The Philadelphia Flyers and Buffalo Sabres meet for the first time this season in Philadelphia after experiencing similar starts to the season.
The Flyers opened their campaign 1-5-1 while the Sabres started 1-4-1. But they’ve both turned things around and are playing their best hockey of the season recently. Philadelphia is 3-0-1 in its last four games and Buffalo is 4-1-0 in its last five.
Both sides used a third-period comeback to win in overtime in their most recent games.
Philadelphia trailed the Ottawa Senators 4-2 with under 10 minutes to play Thursday before Anthony Richard and Bobby Brink found the net to force overtime. Matvei Michkov played the hero in OT, helping Philadelphia win a game after struggling early on.
“It’s the National Hockey League at its best,” Flyers coach John Tortorella said. “You play as bad as we did and then come out a winner. I just … I have no idea.”
Michkov became the youngest player in Flyers history to score an overtime goal. It’s the second straight clutch performance from the 19-year-old Russian, who was a healthy scratch in each of the previous two games.
Travis Sanheim contributed a goal and two assists for Philadelphia, which knows it must play better in Saturday’s opener of a five-game homestand.

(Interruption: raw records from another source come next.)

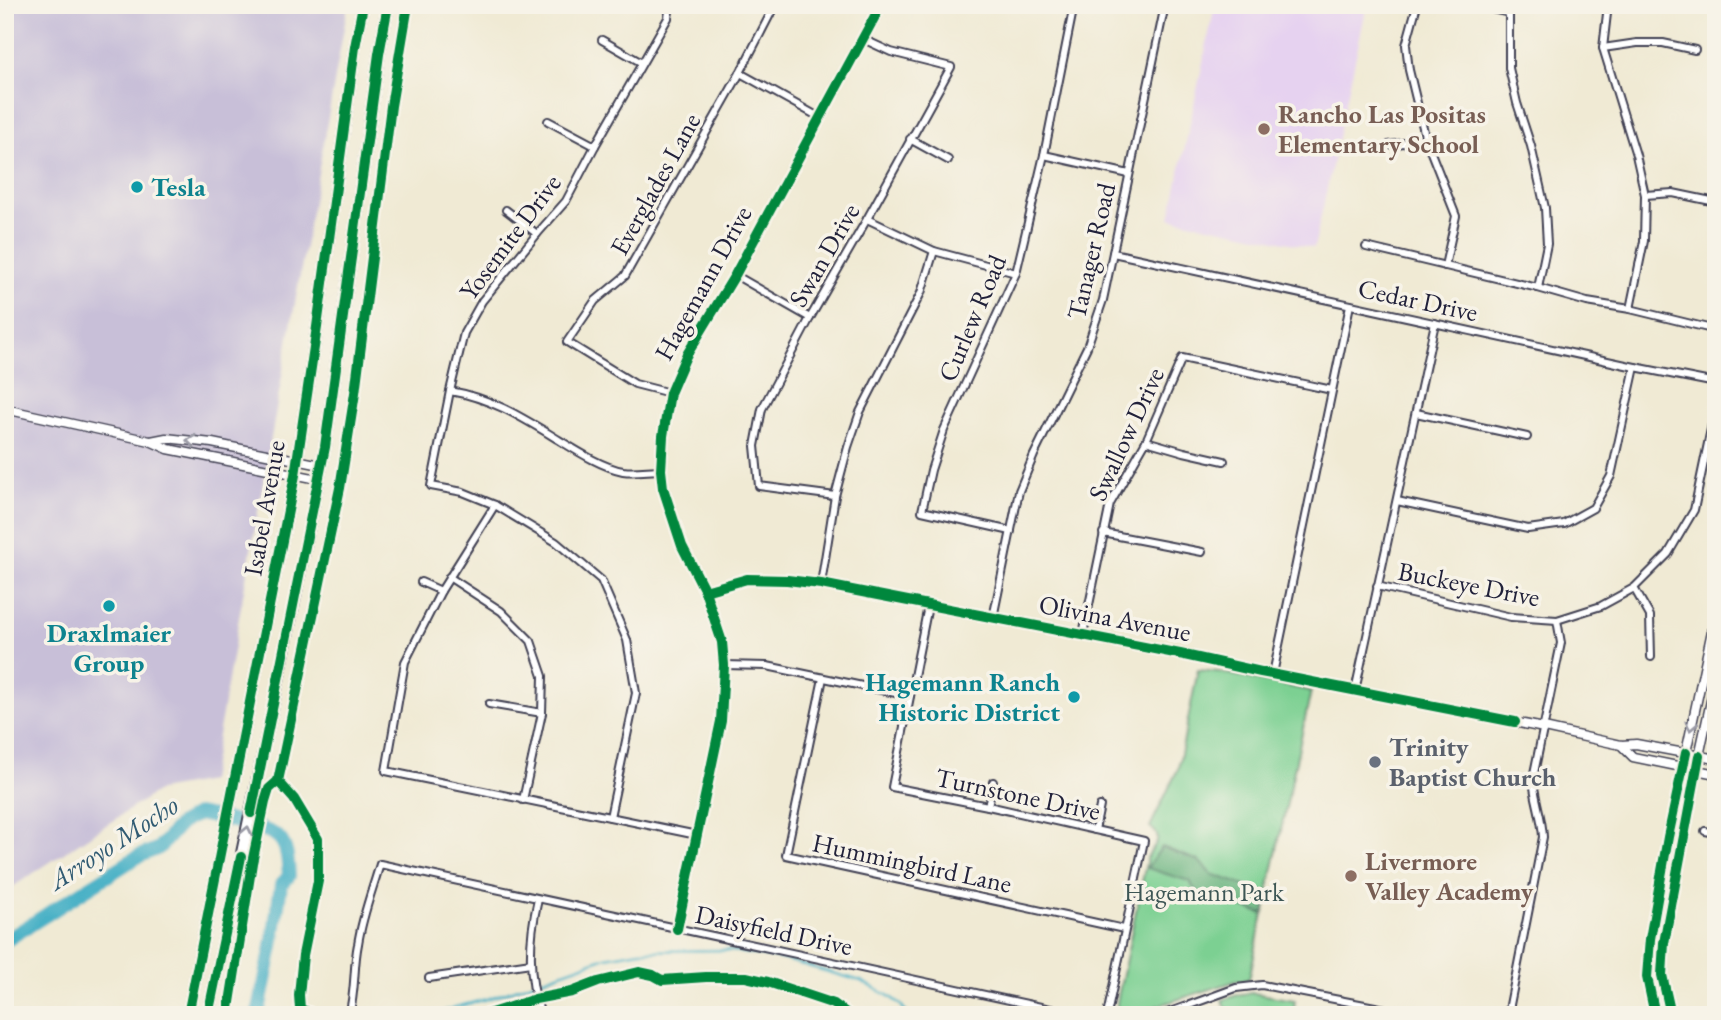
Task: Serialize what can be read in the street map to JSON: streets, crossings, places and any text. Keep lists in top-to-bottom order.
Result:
{
  "streets": {
    "highway": ["Isabel Avenue"],
    "street": [
      "Everglades Lane",
      "Yosemite Drive",
      "Tanager Road",
      "Swan Drive",
      "Hagemann Drive",
      "Cedar Drive",
      "Curlew Road",
      "Swallow Drive",
      "Buckeye Drive",
      "Olivina Avenue",
      "Turnstone Drive",
      "Hummingbird Lane",
      "Daisyfield Drive"
    ]
  },
  "crossings": [
    ["Everglades Lane", "Hagemann Drive"],
    ["Tanager Road", "Cedar Drive"],
    ["Tanager Road", "Curlew Road"],
    ["Tanager Road", "Olivina Avenue"],
    ["Swan Drive", "Hagemann Drive"],
    ["Hagemann Drive", "Olivina Avenue"],
    ["Hagemann Drive", "Daisyfield Drive"],
    ["Swallow Drive", "Olivina Avenue"],
    ["Olivina Avenue", "Turnstone Drive"],
    ["Turnstone Drive", "Hummingbird Lane"]
  ],
  "water": ["Arroyo Mocho"],
  "parks": ["Hagemann Park"],
  "places": [
    "Rancho Las Positas Elementary School",
    "Tesla",
    "Draxlmaier Group",
    "Hagemann Ranch Historic District",
    "Trinity Baptist Church",
    "Livermore Valley Academy"
  ]
}
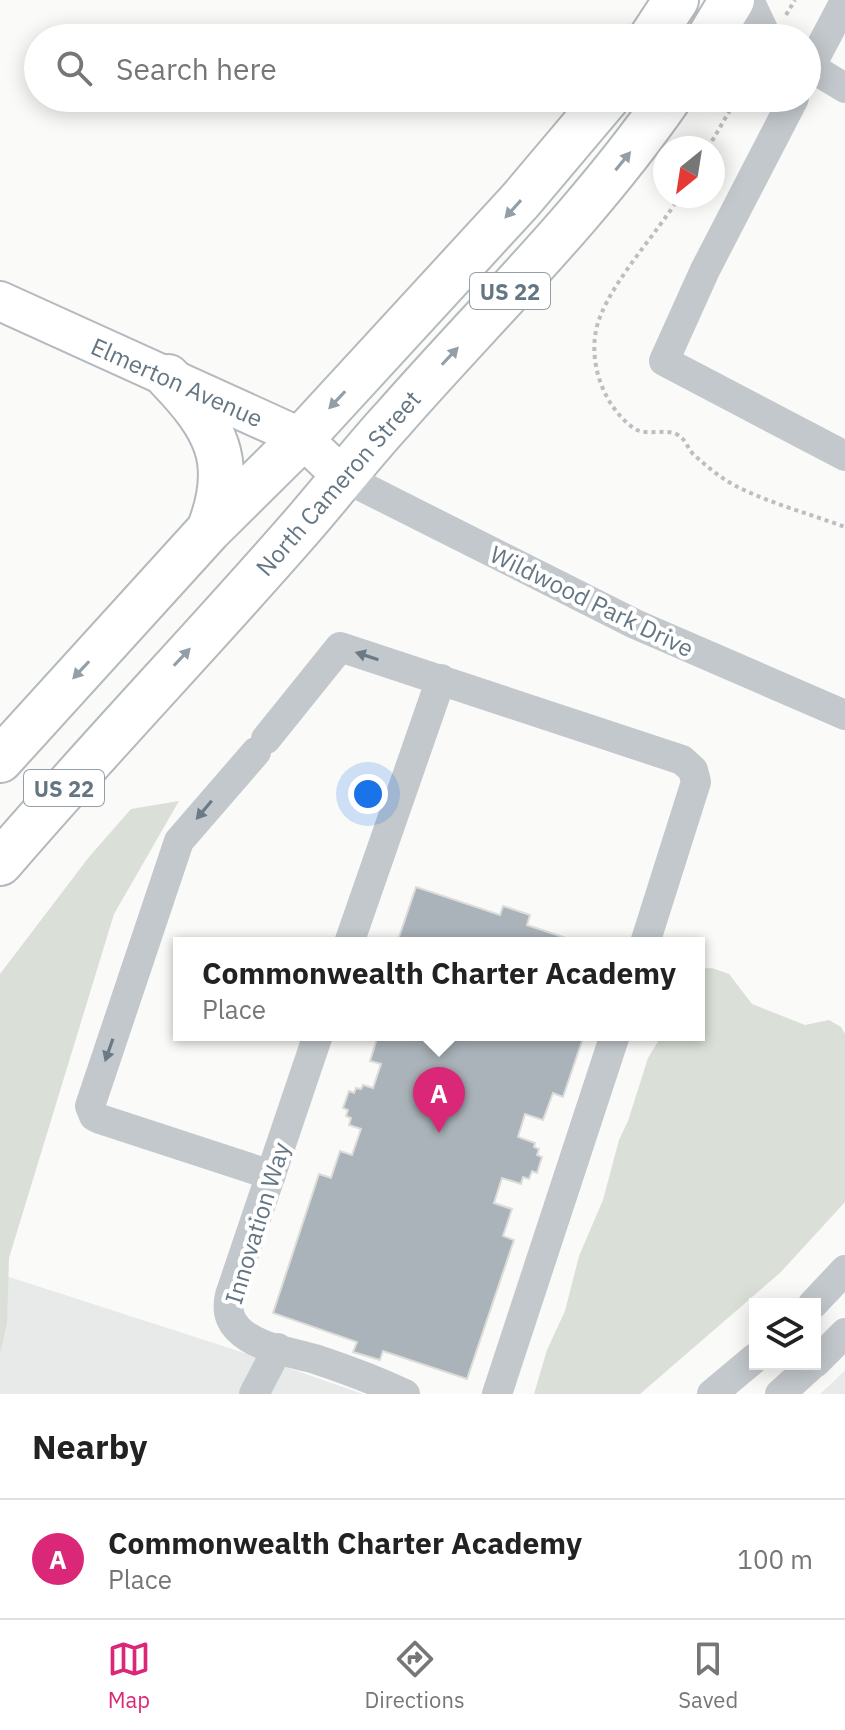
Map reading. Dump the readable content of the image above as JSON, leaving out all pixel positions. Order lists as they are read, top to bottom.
{
  "streets": {
    "highway": ["US 22", "North Cameron Street"],
    "main road": ["Elmerton Avenue"],
    "street": ["Wildwood Park Drive", "Innovation Way"]
  },
  "crossings": [
    ["US 22", "Elmerton Avenue"],
    ["Elmerton Avenue", "North Cameron Street"],
    ["Elmerton Avenue", "Wildwood Park Drive"],
    ["North Cameron Street", "Wildwood Park Drive"]
  ],
  "north": "bottom left",
  "page": {
    "search": "Search here",
    "popup": ["Commonwealth Charter Academy", "Place"],
    "pins": "A",
    "heading": "Nearby",
    "list": [
      {
        "mark": "A",
        "name": "Commonwealth Charter Academy",
        "note": "Place",
        "value": "100 m"
      }
    ],
    "nav": ["Map", "Directions", "Saved"]
  }
}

“It’s obviously not our best,” Sanheim said of the win over Ottawa. “I think any time you can get two points out of not playing a good hockey game, you’ll take it and move on. We’ll get ready for a homestand that we’ve got to be good at. It’s learning lessons, areas we need to be better at.”
Ivan Fedotov recorded the win for the Flyers, but the team will likely turn back to Samuel Ersson in net against a Buffalo team that enters with plenty of momentum.
The Sabres were down a goal against the St. Louis Blues with less than eight minutes to play Thursday when Alex Tuch’s equalizer sent the game to overtime. Rasmus Dahlin’s deciding goal sent the fans home happy.
Buffalo earned their first overtime win of the season despite playing without leading goal scorer Tage Thompson and starting goalie Ukko-Pekka Luukkonen. Both missed the contest and are considered day-to-day with undisclosed injuries.
“Good response,” Buffalo coach Lindy Ruff said. “Again, you’ve got to be able to overcome tough moments.”
Ruff was particularly pleased with the way Ryan McLeod (one goal, one assist) raised his game with Thompson, whose 11 goals are tied for sixth in the NHL entering Friday, out of the lineup.
“I thought he stepped up the way we needed,” Ruff said. “It was the next man’s opportunity, and he took advantage of it.”
The Sabres will hope for more of that in Saturday’s matchup against a team following a similar path in the opening months of the season.
“It was not pretty today, but we found a way,” Dahlin said after beating St. Louis. “That’s what good teams do. I think it was a really mature game by us. So, I’m really happy about the effort by everybody.”